**Aim of the exercise:** In the data that follows, count each line with the string "linecap"; the reply is the number only.

**Task inputs:**
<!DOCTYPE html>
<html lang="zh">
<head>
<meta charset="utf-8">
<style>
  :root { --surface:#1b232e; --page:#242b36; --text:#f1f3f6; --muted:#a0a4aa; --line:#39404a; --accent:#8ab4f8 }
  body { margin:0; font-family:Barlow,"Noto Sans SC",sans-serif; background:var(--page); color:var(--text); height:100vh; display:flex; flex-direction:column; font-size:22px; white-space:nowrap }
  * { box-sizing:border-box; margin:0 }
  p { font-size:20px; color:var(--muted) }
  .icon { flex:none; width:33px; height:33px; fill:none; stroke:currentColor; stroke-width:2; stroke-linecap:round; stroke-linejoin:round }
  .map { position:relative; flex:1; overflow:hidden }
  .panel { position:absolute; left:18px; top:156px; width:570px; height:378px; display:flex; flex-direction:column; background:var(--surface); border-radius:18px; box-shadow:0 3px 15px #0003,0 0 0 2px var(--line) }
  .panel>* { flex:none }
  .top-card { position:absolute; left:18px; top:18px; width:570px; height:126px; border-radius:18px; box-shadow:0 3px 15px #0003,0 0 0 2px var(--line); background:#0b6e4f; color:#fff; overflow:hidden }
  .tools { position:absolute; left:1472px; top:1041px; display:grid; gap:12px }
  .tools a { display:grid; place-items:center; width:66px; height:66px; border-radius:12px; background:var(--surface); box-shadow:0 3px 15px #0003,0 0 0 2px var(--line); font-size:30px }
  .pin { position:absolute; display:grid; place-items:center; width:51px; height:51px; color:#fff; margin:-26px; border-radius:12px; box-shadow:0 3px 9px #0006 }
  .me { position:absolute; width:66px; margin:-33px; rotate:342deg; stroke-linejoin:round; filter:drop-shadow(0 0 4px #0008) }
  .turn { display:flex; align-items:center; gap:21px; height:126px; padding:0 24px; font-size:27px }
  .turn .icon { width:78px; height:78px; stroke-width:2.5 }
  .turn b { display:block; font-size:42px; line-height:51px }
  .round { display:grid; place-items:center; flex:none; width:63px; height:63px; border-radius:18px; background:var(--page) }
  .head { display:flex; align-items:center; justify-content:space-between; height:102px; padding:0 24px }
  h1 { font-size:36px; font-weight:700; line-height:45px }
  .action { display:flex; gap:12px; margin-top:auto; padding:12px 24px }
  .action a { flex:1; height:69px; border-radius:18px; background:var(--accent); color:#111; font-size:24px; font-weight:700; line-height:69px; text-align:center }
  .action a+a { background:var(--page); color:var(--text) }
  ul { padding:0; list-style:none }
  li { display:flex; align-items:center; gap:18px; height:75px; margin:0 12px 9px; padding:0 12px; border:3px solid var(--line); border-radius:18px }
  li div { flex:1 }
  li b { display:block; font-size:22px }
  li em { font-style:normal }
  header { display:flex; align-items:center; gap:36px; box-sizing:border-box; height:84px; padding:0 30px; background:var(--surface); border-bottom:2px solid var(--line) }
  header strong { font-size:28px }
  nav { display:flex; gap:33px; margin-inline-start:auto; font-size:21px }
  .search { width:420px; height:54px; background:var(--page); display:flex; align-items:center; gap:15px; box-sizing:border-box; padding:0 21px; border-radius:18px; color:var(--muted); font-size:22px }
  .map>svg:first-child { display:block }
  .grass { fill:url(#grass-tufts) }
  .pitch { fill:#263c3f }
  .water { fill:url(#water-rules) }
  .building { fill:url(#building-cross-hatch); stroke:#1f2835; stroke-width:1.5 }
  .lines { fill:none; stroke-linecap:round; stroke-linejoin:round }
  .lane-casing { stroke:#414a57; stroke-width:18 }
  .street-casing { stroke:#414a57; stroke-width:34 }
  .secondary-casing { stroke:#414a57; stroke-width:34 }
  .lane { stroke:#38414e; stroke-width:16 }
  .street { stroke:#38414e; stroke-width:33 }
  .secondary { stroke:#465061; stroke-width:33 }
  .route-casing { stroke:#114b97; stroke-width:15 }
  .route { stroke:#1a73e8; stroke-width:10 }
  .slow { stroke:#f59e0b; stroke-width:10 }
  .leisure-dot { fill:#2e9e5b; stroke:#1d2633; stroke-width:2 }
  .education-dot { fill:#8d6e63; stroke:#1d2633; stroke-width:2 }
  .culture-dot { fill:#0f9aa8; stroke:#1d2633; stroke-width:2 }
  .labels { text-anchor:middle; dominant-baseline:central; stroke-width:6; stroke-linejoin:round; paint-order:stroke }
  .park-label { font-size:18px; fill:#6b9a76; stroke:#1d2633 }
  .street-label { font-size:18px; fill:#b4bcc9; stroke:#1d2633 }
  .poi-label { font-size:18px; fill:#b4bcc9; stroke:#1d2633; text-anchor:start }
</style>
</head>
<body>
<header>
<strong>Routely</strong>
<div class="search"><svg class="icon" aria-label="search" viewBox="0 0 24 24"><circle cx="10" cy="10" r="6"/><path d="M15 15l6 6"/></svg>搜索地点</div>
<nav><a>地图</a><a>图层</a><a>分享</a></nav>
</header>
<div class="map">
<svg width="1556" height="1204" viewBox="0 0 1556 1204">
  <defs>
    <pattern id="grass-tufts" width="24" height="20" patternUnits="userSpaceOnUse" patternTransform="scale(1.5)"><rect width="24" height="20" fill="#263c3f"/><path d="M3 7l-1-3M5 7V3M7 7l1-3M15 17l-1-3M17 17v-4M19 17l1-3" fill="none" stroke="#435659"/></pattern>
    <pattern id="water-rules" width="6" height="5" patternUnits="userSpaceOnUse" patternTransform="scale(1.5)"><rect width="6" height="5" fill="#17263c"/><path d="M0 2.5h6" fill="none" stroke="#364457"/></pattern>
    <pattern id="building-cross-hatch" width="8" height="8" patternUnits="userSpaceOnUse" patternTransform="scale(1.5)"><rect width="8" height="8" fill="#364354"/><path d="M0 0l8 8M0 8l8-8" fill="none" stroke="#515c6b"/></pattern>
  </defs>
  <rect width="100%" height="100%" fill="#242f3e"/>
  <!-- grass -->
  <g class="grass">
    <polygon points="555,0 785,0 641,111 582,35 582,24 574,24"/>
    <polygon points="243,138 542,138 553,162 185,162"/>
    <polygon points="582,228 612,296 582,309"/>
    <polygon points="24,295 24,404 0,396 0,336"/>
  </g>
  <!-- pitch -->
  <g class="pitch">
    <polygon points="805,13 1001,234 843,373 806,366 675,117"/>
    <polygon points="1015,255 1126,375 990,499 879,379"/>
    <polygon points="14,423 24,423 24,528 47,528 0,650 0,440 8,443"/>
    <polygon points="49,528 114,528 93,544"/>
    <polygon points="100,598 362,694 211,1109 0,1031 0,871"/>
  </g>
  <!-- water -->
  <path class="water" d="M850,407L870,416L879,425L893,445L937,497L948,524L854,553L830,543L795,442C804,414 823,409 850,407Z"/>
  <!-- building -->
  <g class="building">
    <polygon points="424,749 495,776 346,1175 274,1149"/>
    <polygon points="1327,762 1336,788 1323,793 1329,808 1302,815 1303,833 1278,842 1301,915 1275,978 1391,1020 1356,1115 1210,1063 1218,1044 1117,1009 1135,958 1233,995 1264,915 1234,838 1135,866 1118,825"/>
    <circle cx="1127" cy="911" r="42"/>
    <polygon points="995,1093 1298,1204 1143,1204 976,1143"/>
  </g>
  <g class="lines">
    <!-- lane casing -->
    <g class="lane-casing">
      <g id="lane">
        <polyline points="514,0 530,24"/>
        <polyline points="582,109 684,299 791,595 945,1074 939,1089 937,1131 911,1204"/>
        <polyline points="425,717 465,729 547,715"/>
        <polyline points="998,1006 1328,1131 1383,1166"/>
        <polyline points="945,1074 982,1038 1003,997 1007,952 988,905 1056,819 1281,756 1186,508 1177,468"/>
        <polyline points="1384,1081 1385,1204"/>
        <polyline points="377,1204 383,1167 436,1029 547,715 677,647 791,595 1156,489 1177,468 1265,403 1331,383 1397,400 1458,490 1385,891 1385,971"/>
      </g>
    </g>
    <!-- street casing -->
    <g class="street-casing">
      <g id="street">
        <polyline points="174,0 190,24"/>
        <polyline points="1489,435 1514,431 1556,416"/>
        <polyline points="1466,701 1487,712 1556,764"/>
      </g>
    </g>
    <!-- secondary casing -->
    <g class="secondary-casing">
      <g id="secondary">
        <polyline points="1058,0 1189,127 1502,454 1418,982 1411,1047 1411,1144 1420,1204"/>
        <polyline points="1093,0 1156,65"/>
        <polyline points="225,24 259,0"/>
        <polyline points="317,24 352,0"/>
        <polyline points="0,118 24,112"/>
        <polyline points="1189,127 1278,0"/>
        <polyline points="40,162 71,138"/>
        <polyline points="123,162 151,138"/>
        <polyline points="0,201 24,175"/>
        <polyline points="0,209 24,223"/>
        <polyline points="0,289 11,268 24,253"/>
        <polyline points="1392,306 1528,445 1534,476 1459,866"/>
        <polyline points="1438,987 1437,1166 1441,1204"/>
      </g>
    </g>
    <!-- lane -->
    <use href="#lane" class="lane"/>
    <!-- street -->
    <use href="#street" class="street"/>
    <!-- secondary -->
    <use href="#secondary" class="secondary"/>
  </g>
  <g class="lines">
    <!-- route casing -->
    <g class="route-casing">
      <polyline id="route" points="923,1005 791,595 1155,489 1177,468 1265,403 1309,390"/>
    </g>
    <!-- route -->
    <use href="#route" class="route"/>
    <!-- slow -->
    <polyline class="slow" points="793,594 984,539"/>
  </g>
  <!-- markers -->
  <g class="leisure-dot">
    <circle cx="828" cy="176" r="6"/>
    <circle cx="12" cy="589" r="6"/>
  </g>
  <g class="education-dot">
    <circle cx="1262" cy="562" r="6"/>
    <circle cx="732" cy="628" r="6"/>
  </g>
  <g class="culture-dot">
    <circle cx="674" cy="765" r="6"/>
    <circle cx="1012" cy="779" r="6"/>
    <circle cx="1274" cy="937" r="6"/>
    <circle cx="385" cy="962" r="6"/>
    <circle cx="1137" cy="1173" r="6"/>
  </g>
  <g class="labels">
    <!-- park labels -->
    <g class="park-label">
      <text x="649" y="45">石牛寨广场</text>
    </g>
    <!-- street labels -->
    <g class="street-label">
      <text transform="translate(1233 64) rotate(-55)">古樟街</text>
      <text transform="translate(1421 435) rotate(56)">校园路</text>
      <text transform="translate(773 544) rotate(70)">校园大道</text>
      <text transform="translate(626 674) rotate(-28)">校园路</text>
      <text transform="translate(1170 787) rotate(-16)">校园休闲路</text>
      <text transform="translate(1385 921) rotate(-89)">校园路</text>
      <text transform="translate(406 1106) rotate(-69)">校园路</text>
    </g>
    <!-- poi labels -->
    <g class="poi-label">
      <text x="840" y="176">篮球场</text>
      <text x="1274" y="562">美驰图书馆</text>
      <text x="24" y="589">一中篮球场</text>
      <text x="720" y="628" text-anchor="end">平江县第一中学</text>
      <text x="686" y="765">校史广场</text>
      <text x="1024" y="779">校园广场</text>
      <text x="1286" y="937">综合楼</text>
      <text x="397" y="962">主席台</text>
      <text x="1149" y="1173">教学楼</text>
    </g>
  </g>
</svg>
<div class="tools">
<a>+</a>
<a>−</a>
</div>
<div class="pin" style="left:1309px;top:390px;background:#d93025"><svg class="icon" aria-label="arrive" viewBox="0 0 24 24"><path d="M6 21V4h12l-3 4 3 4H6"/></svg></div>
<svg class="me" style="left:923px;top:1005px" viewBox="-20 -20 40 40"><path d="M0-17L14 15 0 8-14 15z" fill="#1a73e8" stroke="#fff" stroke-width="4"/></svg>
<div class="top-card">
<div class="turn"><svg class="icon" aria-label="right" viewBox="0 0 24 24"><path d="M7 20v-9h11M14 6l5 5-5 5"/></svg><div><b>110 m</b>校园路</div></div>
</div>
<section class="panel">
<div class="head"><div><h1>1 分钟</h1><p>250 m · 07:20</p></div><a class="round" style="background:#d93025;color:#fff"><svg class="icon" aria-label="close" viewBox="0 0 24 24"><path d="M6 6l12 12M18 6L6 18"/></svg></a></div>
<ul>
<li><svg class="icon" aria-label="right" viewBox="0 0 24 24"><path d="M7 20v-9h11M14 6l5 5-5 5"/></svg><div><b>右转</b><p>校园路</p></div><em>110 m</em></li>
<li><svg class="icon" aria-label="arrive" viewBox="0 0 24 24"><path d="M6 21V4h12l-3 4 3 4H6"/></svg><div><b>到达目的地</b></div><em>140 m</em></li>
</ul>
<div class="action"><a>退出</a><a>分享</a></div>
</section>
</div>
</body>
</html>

**Response to the task:** 2